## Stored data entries
☆ ☆ ☆ ☆ ☆ ☆ ☆

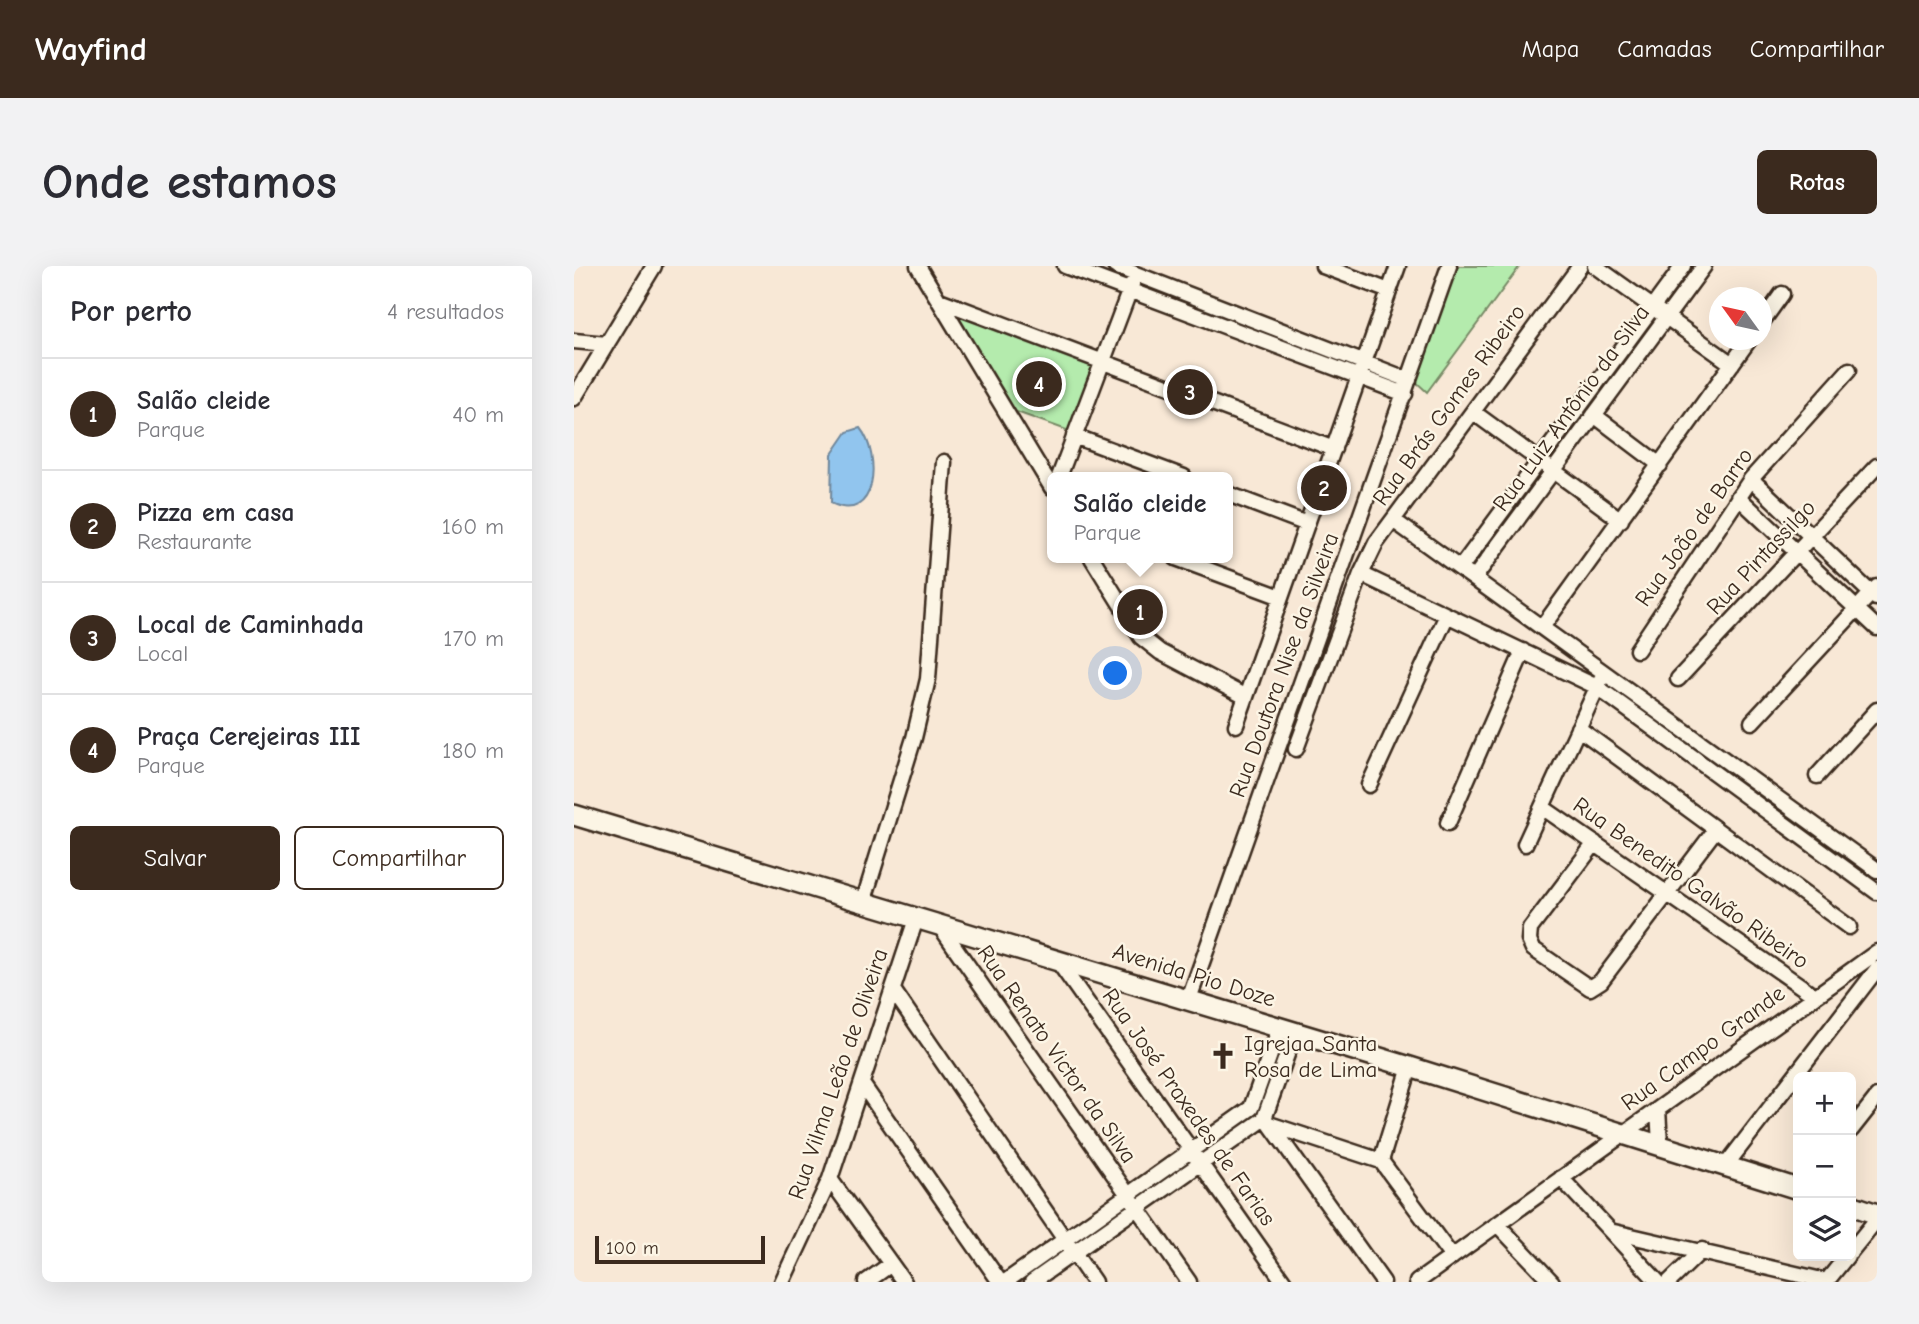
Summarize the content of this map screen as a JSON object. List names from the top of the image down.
{
  "streets": {
    "street": [
      "Rua Brás Gomes Ribeiro",
      "Rua Luiz Antônio da Silva",
      "Rua João de Barro",
      "Rua Pintassilgo",
      "Rua Doutora Nise da Silveira",
      "Rua Benedito Galvão Ribeiro",
      "Avenida Pio Doze",
      "Rua Campo Grande",
      "Rua Renato Victor da Silva",
      "Rua Vilma Leão de Oliveira",
      "Rua José Praxedes de Farias"
    ]
  },
  "crossings": [
    ["Rua Doutora Nise da Silveira", "Avenida Pio Doze"],
    ["Rua Benedito Galvão Ribeiro", "Rua Campo Grande"],
    ["Avenida Pio Doze", "Rua Campo Grande"],
    ["Avenida Pio Doze", "Rua Renato Victor da Silva"],
    ["Avenida Pio Doze", "Rua Vilma Leão de Oliveira"],
    ["Avenida Pio Doze", "Rua José Praxedes de Farias"]
  ],
  "places": {
    "church": ["Igrejaa Santa Rosa de Lima"]
  },
  "scale_bar": "100 m",
  "north": "top left",
  "page": {
    "header": "Wayfind",
    "nav": ["Mapa", "Camadas", "Compartilhar"],
    "buttons": [
      "Rotas",
      ["Salvar", "Compartilhar"]
    ],
    "title": "Onde estamos",
    "heading": ["Por perto", "4 resultados"],
    "list": [
      {
        "mark": "1",
        "name": "Salão cleide",
        "note": "Parque",
        "value": "40 m"
      },
      {
        "mark": "2",
        "name": "Pizza em casa",
        "note": "Restaurante",
        "value": "160 m"
      },
      {
        "mark": "3",
        "name": "Local de Caminhada",
        "note": "Local",
        "value": "170 m"
      },
      {
        "mark": "4",
        "name": "Praça Cerejeiras III",
        "note": "Parque",
        "value": "180 m"
      }
    ],
    "pins": [
      "4",
      "3",
      "2",
      "1"
    ],
    "popup": ["Salão cleide", "Parque"],
    "map_buttons": ["+", "−"],
    "scale": "100 m"
  }
}
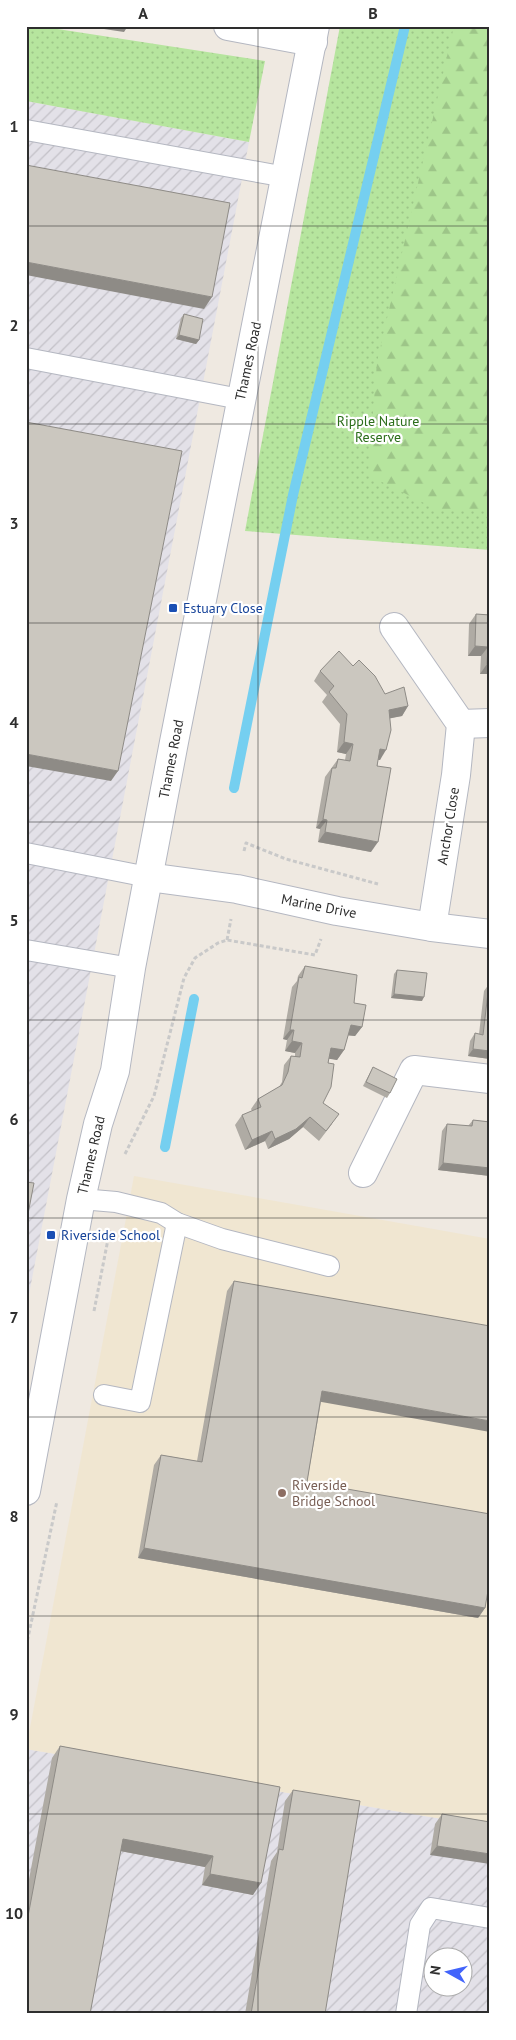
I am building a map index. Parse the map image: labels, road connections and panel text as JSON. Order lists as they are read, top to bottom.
{
  "streets": {
    "street": ["Thames Road", "Anchor Close", "Marine Drive"]
  },
  "crossings": [
    ["Thames Road", "Marine Drive"],
    ["Anchor Close", "Marine Drive"]
  ],
  "parks": ["Ripple Nature Reserve"],
  "places": {
    "transit": ["Estuary Close", "Riverside School"],
    "other": ["Riverside Bridge School"]
  },
  "north": "left",
  "grid": {
    "columns": ["A", "B"],
    "rows": [
      "1",
      "2",
      "3",
      "4",
      "5",
      "6",
      "7",
      "8",
      "9",
      "10"
    ]
  }
}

☆ ☆ ☆ ☆ ☆ ☆ ☆

## Exercise requirements
Nothing but the records, restated word for word and stripped of images, belongs in the answer.

## Answer area
Summarize the content of this map screen as a JSON object. List names from the top of the image down.
{
  "streets": {
    "street": [
      "Rua Brás Gomes Ribeiro",
      "Rua Luiz Antônio da Silva",
      "Rua João de Barro",
      "Rua Pintassilgo",
      "Rua Doutora Nise da Silveira",
      "Rua Benedito Galvão Ribeiro",
      "Avenida Pio Doze",
      "Rua Campo Grande",
      "Rua Renato Victor da Silva",
      "Rua Vilma Leão de Oliveira",
      "Rua José Praxedes de Farias"
    ]
  },
  "crossings": [
    ["Rua Doutora Nise da Silveira", "Avenida Pio Doze"],
    ["Rua Benedito Galvão Ribeiro", "Rua Campo Grande"],
    ["Avenida Pio Doze", "Rua Campo Grande"],
    ["Avenida Pio Doze", "Rua Renato Victor da Silva"],
    ["Avenida Pio Doze", "Rua Vilma Leão de Oliveira"],
    ["Avenida Pio Doze", "Rua José Praxedes de Farias"]
  ],
  "places": {
    "church": ["Igrejaa Santa Rosa de Lima"]
  },
  "scale_bar": "100 m",
  "north": "top left",
  "page": {
    "header": "Wayfind",
    "nav": ["Mapa", "Camadas", "Compartilhar"],
    "buttons": [
      "Rotas",
      ["Salvar", "Compartilhar"]
    ],
    "title": "Onde estamos",
    "heading": ["Por perto", "4 resultados"],
    "list": [
      {
        "mark": "1",
        "name": "Salão cleide",
        "note": "Parque",
        "value": "40 m"
      },
      {
        "mark": "2",
        "name": "Pizza em casa",
        "note": "Restaurante",
        "value": "160 m"
      },
      {
        "mark": "3",
        "name": "Local de Caminhada",
        "note": "Local",
        "value": "170 m"
      },
      {
        "mark": "4",
        "name": "Praça Cerejeiras III",
        "note": "Parque",
        "value": "180 m"
      }
    ],
    "pins": [
      "4",
      "3",
      "2",
      "1"
    ],
    "popup": ["Salão cleide", "Parque"],
    "map_buttons": ["+", "−"],
    "scale": "100 m"
  }
}
I am building a map index. Parse the map image: labels, road connections and panel text as JSON. Order lists as they are read, top to bottom.
{
  "streets": {
    "street": ["Thames Road", "Anchor Close", "Marine Drive"]
  },
  "crossings": [
    ["Thames Road", "Marine Drive"],
    ["Anchor Close", "Marine Drive"]
  ],
  "parks": ["Ripple Nature Reserve"],
  "places": {
    "transit": ["Estuary Close", "Riverside School"],
    "other": ["Riverside Bridge School"]
  },
  "north": "left",
  "grid": {
    "columns": ["A", "B"],
    "rows": [
      "1",
      "2",
      "3",
      "4",
      "5",
      "6",
      "7",
      "8",
      "9",
      "10"
    ]
  }
}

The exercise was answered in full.